CIRCLE INTERNET GROUP INC CLASS A (CRCL)
Sector: Information Technology
2026 Annual Meeting Analysis
CIRCLE INTERNET GROUP INC CLASS A · Meeting: May 14, 2026
Directors FOR
3
Directors AGAINST
0
Say on Pay
FOR
Auditor
FOR
Director Elections
Election of Three Class I Directors
Allaire is the co-founder and CEO who has served as a director since 2013, but Circle only became a public company in June 2025, so no meaningful multi-year public market TSR record exists against which to apply the underperformance trigger; he has no overboarding issues, attendance is above 75%, and his qualifications as co-founder and CEO are directly relevant to the company's business.
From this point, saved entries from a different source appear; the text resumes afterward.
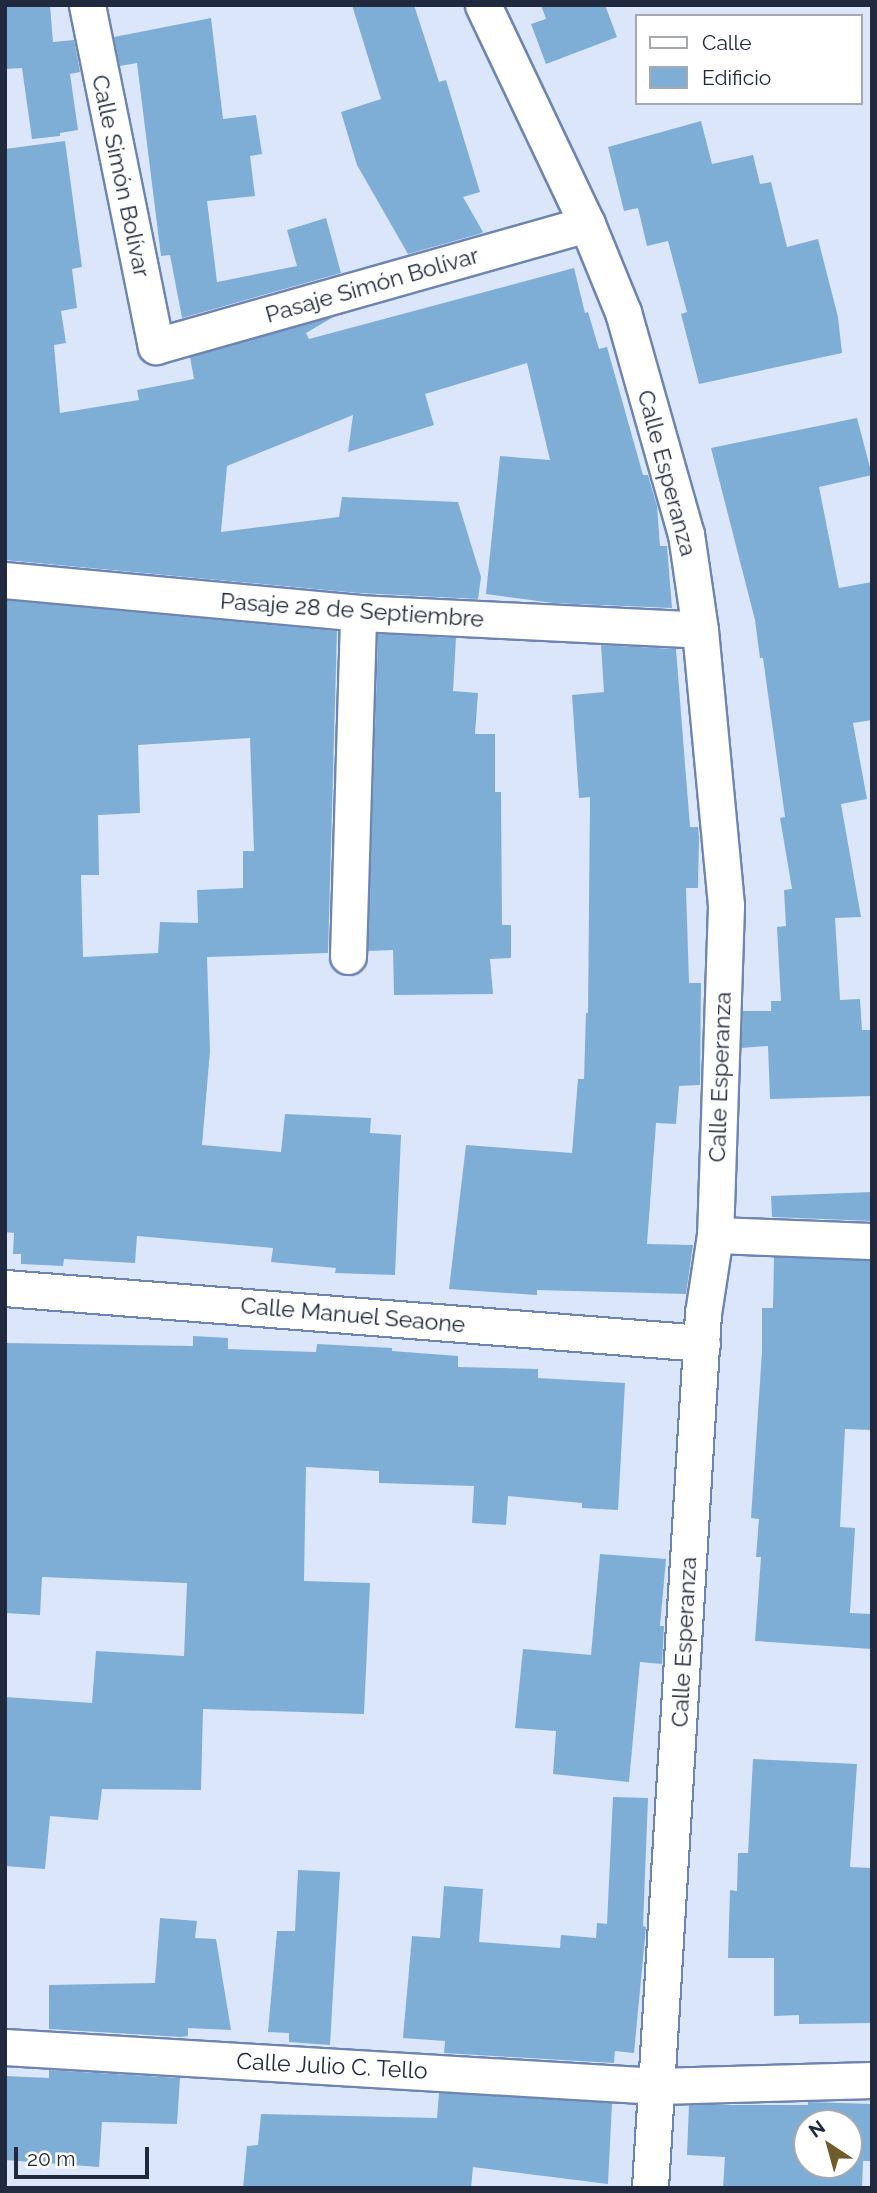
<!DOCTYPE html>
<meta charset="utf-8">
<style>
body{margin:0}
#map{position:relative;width:877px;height:2193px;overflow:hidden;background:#dbe6fb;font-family:Raleway,sans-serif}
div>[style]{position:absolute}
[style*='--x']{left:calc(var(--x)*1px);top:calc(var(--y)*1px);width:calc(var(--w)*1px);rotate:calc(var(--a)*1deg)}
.building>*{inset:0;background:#7eaed5}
.roads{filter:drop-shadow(2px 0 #6e85b4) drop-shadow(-2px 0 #6e85b4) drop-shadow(0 2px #6e85b4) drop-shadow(0 -2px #6e85b4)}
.street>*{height:35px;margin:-17.5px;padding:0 17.5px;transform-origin:17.5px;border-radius:17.5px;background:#fff}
span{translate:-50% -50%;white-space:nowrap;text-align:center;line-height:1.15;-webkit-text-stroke:5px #fff;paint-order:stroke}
.street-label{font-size:23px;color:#20293d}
.frame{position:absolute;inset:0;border:7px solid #20293d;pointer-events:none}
.legend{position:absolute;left:635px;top:14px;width:228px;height:91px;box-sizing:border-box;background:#fff;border:2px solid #a6a9b1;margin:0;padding:9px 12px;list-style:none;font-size:21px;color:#20293d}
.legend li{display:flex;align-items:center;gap:14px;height:35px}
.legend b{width:35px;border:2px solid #a6a9b1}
.north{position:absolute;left:793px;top:2109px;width:70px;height:70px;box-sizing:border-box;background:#fff;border:2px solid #a6a9b1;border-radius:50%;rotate:324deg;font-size:19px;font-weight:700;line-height:28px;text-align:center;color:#20293d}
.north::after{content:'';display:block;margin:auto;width:24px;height:32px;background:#725b2b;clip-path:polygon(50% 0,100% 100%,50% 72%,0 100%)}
.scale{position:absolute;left:14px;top:2147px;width:135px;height:32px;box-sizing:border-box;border:4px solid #20293d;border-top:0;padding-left:9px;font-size:21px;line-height:24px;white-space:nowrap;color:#20293d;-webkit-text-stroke:5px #fff;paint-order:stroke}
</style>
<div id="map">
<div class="building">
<div style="clip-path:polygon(5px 5px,50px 5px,53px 42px,74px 40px,80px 72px,70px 74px,78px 130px,60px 133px,60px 136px,32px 139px,22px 68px,5px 69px)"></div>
<div style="clip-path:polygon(352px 5px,414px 5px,439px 82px,446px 80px,480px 192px,463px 197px,483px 232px,479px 234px,408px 254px,357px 165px,341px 112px,381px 99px)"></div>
<div style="clip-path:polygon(541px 5px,605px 5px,617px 37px,546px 64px,531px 24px,546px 19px)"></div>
<div style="clip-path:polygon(211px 18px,223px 119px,256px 115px,262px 154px,250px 156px,255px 196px,207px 201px,217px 282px,297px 266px,287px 230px,326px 218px,341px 273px,182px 318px,170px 255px,161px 256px,137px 63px,120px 66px,114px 37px)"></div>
<div style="clip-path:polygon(701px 121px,712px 164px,753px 155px,760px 184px,771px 182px,787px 247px,818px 239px,838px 317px,842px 353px,699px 384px,681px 314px,687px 312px,668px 241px,647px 246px,638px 208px,624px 211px,608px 147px)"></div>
<div style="clip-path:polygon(65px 141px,82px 267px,72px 269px,77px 308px,61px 311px,66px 343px,54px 345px,60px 413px,139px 400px,137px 390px,194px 379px,190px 357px,335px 316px,306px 333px,309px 339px,574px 268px,585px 313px,588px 312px,599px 349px,607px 347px,643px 475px,648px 475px,657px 506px,660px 546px,667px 546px,672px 608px,553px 603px,486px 594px,500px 456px,550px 460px,527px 363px,425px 394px,434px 425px,348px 452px,353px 415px,227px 466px,221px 532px,339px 517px,342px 497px,458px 502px,481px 577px,478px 599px,359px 593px,5px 560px,5px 149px)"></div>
<div style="clip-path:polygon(857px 418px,872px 475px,819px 487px,839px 588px,872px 582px,872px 720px,853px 723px,867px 799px,841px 804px,861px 917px,835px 918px,840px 1000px,860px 999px,862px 1030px,872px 1030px,872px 1096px,770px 1099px,768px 1046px,741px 1048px,743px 1011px,771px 1011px,771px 1001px,781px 1001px,777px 927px,786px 926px,784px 890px,792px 889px,780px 818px,785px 817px,763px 658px,760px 658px,755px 620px,711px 448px)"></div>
<div style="clip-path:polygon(evenodd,5px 600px,337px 631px,328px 953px,207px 957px,210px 1051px,202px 1145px,281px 1152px,285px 1114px,371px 1118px,370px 1133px,401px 1135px,395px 1275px,335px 1273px,336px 1268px,271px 1262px,273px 1248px,137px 1236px,135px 1263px,64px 1259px,63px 1266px,21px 1264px,21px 1254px,13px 1254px,14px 1233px,5px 1232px,5px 600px,250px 738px,254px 851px,243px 851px,243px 888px,197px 890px,198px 923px,160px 922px,158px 953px,83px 957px,81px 875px,99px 875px,98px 815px,140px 813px,138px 745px,250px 738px)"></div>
<div style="clip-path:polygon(378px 634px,456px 638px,453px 691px,478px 693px,475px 734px,495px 734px,495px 792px,501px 792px,502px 925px,511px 925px,511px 958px,490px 959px,493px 994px,394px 995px,393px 950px,368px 951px)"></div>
<div style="clip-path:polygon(601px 645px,676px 649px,690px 827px,698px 827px,699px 837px,698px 888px,686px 888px,689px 983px,701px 983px,700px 1085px,679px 1086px,676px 1124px,656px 1123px,647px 1244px,693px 1245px,686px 1294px,537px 1290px,537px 1295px,449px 1289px,466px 1145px,572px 1153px,578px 1079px,584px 1079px,586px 1013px,588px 1013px,590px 797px,579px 798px,572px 695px,604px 692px)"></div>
<div style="clip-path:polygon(872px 1192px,872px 1221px,772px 1217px,771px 1196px)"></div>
<div style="clip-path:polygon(774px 1257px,872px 1261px,872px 1430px,845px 1429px,840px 1527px,855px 1528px,850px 1613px,872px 1614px,872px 1649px,755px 1641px,761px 1557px,756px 1557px,759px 1519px,751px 1518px,762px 1352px,762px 1308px,773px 1308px)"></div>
<div style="clip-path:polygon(193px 1336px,228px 1338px,228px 1349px,316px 1352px,317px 1344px,392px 1348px,392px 1351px,458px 1356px,458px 1367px,538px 1369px,538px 1378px,625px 1383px,618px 1510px,582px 1508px,582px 1503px,508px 1496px,506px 1525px,472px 1523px,474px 1486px,379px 1483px,379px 1471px,306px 1467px,304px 1581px,370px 1583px,364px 1714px,203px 1709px,201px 1790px,102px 1789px,98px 1820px,50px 1816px,45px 1869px,5px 1866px,5px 1697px,92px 1703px,96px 1651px,184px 1656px,187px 1583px,42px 1577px,40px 1615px,5px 1613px,5px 1343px,193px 1346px)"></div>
<div style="clip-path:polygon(600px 1554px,666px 1559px,660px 1626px,664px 1626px,662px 1664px,640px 1662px,629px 1782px,553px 1774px,556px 1731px,515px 1728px,523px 1649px,591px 1655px)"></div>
<div style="clip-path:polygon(753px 1759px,857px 1764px,850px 1867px,872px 1868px,872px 2023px,799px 2024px,799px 2015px,774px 2016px,774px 1958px,728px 1958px,730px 1890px,737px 1891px,738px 1853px,748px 1853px)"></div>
<div style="clip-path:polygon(613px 1797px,648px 1798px,643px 1926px,646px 1927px,634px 2053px,615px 2051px,614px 2063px,444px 2053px,445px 2041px,403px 2038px,412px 1936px,440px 1938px,444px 1886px,483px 1889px,479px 1942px,560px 1948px,561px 1935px,596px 1938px,597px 1923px,607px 1924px)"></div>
<div style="clip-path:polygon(298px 1870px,340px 1872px,330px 2045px,289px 2042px,289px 2033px,268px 2032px,277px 1931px,295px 1931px)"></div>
<div style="clip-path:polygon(160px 1918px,197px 1921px,195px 1938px,216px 1939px,231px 2030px,188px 2028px,188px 2036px,181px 2037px,49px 2029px,49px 1985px,155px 1983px)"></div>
<div style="clip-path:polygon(49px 2070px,180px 2078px,177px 2124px,102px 2122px,99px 2167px,5px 2160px,5px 2076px,49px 2078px)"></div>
<div style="clip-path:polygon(439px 2093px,612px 2103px,608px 2184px,473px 2167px,471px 2188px,243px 2188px,247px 2146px,258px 2145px,261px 2114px,437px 2118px)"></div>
<div style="clip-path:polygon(evenodd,808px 2102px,872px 2104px,872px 2161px,863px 2161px,862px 2188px,723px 2188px,725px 2157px,687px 2155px,689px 2105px,808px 2105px,808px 2102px,807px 2123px,849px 2123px,849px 2165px,807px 2165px,807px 2123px)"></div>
</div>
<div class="roads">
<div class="street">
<div style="--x:87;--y:5;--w:348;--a:78.6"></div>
<div style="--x:156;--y:346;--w:448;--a:-15.8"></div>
<div style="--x:483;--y:5;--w:242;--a:64.6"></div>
<div style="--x:587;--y:224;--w:95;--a:67.8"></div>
<div style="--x:623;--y:312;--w:231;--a:74.2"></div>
<div style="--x:686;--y:534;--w:97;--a:81.7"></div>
<div style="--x:700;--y:630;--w:277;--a:84.6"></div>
<div style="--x:726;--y:906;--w:329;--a:91.9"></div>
<div style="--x:715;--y:1235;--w:79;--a:98.7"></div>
<div style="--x:703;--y:1313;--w:877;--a:93.47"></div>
<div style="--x:5;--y:580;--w:355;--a:5.3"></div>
<div style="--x:358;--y:613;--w:342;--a:2.8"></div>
<div style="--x:348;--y:956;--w:343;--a:-88.3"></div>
<div style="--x:715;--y:1235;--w:157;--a:2.2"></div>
<div style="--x:5;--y:1288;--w:699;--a:4.51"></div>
<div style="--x:5;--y:2047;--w:654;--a:3.42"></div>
<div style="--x:658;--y:2086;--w:214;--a:-1.6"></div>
</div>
</div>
<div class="street-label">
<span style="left:121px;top:176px;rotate:78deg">Calle Simón Bolívar</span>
<span style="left:372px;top:285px;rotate:-16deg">Pasaje Simón Bolívar</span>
<span style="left:667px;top:473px;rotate:75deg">Calle Esperanza</span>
<span style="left:352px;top:610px;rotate:4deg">Pasaje 28 de Septiembre</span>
<span style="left:720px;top:1077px;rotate:-88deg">Calle Esperanza</span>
<span style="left:353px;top:1315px;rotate:5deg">Calle Manuel Seaone</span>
<span style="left:684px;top:1642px;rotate:-87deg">Calle Esperanza</span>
<span style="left:332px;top:2066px;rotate:3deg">Calle Julio C. Tello</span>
</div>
<div class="frame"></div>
<ul class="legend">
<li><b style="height:9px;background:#fff"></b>Calle</li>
<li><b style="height:19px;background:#7eaed5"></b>Edificio</li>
</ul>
<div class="north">N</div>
<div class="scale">20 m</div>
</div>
Broderick joined the board in June 2023, fewer than 36 months before this meeting, and Circle only went public in June 2025, meaning there is no public-market TSR record spanning his tenure sufficient to trigger the underperformance test; he holds one other public company board seat (Bank of Montreal), well below the four-seat overboarding threshold, attendance exceeded 75%, and his risk management background at Goldman Sachs is directly relevant.
Neville is a co-founder who joined the board in 2016, but Circle only began trading as a public company in June 2025, so no public-market TSR record is available against which to apply the underperformance trigger; he holds no other public company board seats, attendance exceeded 75%, and his founding role and technology expertise are clearly relevant; the proxy discloses that an adult child of his is employed by Circle in a non-executive role, but the board determined Mr. Neville did not participate in hiring or compensation decisions for that individual, and the board has classified him as independent, which we accept given the limited materiality of the relationship.
All three Class I nominees pass the policy screens: Circle only became a public company in June 2025 so no multi-year public TSR record exists, none of the directors are overboarded, all attended at least 75% of meetings, and each has relevant qualifications for a fintech/digital-assets company. Vote FOR all three.
Say on Pay
✓ FORCEO
Jeremy Allaire
Total Comp
$16,260,836
Prior Support
N/A
This is Circle's inaugural say-on-pay vote as a newly public company (IPO June 2025), so there is no prior-year vote result to weigh. The CEO's total reported pay of approximately $16.3 million is elevated but reflects a year in which the company completed a $1.2 billion IPO, grew revenue 64% year-over-year, and grew Adjusted EBITDA 104%; the company states that over 90% of executive pay is variable and at-risk, with equity grants vesting over multi-year schedules, which satisfies the pay-mix requirement that at least 50-60% of compensation be performance-driven. The company discloses a meaningful clawback policy compliant with SEC and NYSE rules, maintains stock ownership requirements of five times base salary for the CEO, and the short-term incentive plan uses formulaic Adjusted EBITDA targets with disclosed thresholds, representing measurable performance conditions rather than discretionary payouts.
Auditor Ratification
✓ FORAuditor
Deloitte & Touche LLP
Tenure
N/A
Audit Fees
$5,874,885
Non-Audit Fees
$1,589,508
Non-audit fees (audit-related fees of $1,565,583 plus tax fees of $23,925 plus other fees of $3,790, totaling approximately $1,593,298) represent roughly 27% of audit fees of $5,874,885, well below the 50% threshold that would raise independence concerns; auditor tenure is not disclosed in the proxy so the tenure trigger cannot fire per policy; Deloitte is a Big Four firm appropriate for a $17 billion market-cap company; no material restatements are disclosed.
Actual Vote Results
Meeting held May 14, 2026
Director Elections
| Nominee | % FOR | Votes For | Withheld / Against | Result |
|---|---|---|---|---|
| Craig Broderick | 97.1% | 141.2M | 4.2M | ✓ Elected |
| Jeremy Allaire | 96.9% | 141.0M | 4.4M | ✓ Elected |
| P. Sean Neville | 89.6% | 130.2M | 15.1M | ✓ Elected |
Broker non-votes: 56.4M
Say on Pay
For 144.0M · Against 1.3M · Abstain 401,715
Auditor Ratification
For 201.6M · Against 154,559 · Abstain 405,654
Other Proposals
Proposal 3
Advisory Vote to Approve the Frequency of Future Advisory Votes on Named Executive Officer Compensation
Overall Assessment
Circle's inaugural annual meeting as a public company presents a straightforward ballot: all three director nominees pass policy screens given the absence of a public TSR record (the company IPO'd in June 2025), Deloitte's non-audit fee ratio is well within acceptable bounds, and the executive compensation program reflects a strong pay-for-performance structure with over 90% variable pay and a compliant clawback policy. We vote FOR all proposals on the ballot.